Problem description ▸ Transcribe the lines from the start of the data below through the line with "0 #d3d3d4) drop-shadow(-2px", word for word and nothing more.

_ _ _

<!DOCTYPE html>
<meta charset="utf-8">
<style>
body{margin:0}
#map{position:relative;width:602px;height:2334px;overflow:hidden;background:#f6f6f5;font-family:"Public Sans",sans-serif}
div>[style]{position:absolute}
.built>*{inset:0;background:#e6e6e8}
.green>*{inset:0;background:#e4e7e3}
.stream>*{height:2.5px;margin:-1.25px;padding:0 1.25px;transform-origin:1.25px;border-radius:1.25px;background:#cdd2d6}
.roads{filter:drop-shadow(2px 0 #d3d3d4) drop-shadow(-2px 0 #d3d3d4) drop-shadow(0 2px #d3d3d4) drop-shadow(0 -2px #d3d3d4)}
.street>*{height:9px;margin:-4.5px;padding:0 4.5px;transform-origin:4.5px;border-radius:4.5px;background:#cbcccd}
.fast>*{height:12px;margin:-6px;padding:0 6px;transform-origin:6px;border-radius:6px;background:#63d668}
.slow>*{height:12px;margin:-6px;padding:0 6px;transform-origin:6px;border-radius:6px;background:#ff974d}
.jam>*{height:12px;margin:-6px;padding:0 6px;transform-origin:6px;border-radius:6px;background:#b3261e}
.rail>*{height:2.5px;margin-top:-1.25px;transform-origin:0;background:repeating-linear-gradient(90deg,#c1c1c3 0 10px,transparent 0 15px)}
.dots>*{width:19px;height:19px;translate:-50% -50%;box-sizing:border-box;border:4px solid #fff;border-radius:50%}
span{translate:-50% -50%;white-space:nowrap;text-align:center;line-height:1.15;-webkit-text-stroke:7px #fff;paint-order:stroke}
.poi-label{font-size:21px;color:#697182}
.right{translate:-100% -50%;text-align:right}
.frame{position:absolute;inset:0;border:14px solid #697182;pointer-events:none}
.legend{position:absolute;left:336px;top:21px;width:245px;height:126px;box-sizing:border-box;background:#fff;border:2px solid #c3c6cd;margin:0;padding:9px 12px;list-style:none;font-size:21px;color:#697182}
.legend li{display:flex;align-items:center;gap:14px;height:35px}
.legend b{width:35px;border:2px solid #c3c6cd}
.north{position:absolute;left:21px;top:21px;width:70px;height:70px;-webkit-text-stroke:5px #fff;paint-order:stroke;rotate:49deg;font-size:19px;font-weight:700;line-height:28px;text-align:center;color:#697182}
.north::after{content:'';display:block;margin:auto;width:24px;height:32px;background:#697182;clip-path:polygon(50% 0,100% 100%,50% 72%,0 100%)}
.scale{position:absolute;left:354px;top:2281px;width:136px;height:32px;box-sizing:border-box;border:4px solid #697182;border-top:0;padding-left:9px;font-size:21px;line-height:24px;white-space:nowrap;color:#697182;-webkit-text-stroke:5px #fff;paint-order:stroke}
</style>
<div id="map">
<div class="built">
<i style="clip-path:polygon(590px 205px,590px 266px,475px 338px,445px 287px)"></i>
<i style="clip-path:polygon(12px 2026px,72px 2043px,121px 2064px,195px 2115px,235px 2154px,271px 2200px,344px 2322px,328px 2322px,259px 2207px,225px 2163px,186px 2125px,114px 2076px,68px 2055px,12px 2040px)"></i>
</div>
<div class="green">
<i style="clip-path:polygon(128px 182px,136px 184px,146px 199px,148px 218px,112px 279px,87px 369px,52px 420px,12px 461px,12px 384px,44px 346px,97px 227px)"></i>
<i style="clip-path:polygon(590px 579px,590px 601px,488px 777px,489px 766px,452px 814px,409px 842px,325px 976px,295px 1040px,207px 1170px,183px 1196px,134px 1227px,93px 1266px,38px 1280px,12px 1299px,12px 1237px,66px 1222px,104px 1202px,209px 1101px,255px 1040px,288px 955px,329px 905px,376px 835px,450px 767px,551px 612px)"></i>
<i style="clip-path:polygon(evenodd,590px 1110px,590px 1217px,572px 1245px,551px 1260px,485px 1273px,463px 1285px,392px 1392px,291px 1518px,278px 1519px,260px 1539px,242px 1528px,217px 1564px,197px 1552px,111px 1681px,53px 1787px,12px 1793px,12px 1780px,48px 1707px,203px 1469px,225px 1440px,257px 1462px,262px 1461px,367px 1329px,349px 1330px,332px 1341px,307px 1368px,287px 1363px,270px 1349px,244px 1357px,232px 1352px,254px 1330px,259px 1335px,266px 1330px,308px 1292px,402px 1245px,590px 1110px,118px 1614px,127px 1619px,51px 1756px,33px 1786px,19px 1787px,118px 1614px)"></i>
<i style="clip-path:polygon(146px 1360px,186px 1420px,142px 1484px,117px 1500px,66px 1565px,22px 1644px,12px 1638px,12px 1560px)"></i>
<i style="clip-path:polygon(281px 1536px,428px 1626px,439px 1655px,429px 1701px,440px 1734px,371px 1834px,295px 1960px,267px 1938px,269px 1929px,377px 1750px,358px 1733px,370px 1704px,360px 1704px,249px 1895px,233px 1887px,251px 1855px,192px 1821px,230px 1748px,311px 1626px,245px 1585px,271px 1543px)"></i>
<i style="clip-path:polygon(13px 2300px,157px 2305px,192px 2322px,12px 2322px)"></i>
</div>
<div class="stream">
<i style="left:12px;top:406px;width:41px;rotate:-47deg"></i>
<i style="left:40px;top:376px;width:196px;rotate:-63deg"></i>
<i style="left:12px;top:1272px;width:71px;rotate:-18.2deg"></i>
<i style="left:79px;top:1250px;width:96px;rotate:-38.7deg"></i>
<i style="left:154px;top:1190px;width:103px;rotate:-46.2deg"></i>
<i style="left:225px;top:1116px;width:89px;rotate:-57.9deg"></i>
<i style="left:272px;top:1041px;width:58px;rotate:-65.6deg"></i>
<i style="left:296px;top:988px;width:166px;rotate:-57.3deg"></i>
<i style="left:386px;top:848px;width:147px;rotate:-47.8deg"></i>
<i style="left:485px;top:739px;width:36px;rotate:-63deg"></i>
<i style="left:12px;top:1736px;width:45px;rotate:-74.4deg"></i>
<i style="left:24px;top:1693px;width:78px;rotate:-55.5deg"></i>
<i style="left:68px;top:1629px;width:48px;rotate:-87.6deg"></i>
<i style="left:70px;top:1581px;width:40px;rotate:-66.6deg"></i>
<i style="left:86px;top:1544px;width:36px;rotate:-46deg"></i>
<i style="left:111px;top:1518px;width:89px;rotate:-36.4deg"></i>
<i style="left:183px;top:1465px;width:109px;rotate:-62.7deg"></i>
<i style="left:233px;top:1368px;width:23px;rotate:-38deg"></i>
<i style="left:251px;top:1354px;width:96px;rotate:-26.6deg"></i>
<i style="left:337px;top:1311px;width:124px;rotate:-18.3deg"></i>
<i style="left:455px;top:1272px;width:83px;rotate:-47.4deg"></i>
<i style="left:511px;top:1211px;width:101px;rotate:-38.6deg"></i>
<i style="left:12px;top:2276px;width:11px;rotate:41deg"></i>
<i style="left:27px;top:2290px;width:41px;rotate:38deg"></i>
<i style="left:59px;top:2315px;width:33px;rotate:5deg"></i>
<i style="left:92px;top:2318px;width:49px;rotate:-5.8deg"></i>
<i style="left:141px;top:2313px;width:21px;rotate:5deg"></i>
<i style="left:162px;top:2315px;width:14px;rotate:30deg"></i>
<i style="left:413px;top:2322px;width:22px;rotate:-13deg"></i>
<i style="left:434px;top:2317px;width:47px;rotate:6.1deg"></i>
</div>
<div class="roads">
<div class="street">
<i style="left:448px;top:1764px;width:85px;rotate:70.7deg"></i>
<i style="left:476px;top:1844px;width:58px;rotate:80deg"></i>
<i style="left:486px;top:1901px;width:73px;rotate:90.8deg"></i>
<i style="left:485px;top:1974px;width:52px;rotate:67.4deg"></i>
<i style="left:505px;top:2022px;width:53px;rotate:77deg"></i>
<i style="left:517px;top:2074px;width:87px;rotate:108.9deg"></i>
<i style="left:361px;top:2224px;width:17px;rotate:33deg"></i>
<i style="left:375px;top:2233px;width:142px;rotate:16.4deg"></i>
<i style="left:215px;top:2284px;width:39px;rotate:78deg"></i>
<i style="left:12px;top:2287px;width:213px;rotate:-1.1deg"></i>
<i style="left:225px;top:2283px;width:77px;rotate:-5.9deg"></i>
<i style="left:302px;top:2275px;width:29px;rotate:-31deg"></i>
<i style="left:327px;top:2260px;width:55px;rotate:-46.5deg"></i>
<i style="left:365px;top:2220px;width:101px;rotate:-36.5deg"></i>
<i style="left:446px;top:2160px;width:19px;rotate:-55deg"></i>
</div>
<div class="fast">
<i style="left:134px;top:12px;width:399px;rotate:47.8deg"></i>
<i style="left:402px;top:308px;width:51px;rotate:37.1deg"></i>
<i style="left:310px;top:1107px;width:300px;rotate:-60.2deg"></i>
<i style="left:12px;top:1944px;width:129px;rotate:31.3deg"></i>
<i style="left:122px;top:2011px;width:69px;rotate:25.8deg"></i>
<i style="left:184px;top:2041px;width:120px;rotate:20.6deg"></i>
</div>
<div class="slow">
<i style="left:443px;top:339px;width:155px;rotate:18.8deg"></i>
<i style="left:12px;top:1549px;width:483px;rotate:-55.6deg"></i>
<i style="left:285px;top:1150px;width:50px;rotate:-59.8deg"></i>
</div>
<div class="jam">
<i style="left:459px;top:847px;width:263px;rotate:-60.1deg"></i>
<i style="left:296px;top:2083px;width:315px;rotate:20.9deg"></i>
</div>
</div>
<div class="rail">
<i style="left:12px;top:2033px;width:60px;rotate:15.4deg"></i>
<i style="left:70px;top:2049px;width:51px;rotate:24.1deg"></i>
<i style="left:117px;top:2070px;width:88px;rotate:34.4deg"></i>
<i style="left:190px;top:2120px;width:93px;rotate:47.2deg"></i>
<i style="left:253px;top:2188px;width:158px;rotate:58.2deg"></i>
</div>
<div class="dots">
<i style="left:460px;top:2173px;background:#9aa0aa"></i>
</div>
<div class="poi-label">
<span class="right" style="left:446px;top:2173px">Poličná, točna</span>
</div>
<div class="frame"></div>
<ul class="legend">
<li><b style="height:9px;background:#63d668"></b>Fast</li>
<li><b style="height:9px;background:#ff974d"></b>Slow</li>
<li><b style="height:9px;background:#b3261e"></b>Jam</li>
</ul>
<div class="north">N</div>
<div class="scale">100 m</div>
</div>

_ _ _

Task solution ▸
<!DOCTYPE html>
<meta charset="utf-8">
<style>
body{margin:0}
#map{position:relative;width:602px;height:2334px;overflow:hidden;background:#f6f6f5;font-family:"Public Sans",sans-serif}
div>[style]{position:absolute}
.built>*{inset:0;background:#e6e6e8}
.green>*{inset:0;background:#e4e7e3}
.stream>*{height:2.5px;margin:-1.25px;padding:0 1.25px;transform-origin:1.25px;border-radius:1.25px;background:#cdd2d6}
.roads{filter:drop-shadow(2px 0 #d3d3d4) drop-shadow(-2px 0 #d3d3d4) drop-shadow(0 2px #d3d3d4) drop-shadow(0 -2px #d3d3d4)}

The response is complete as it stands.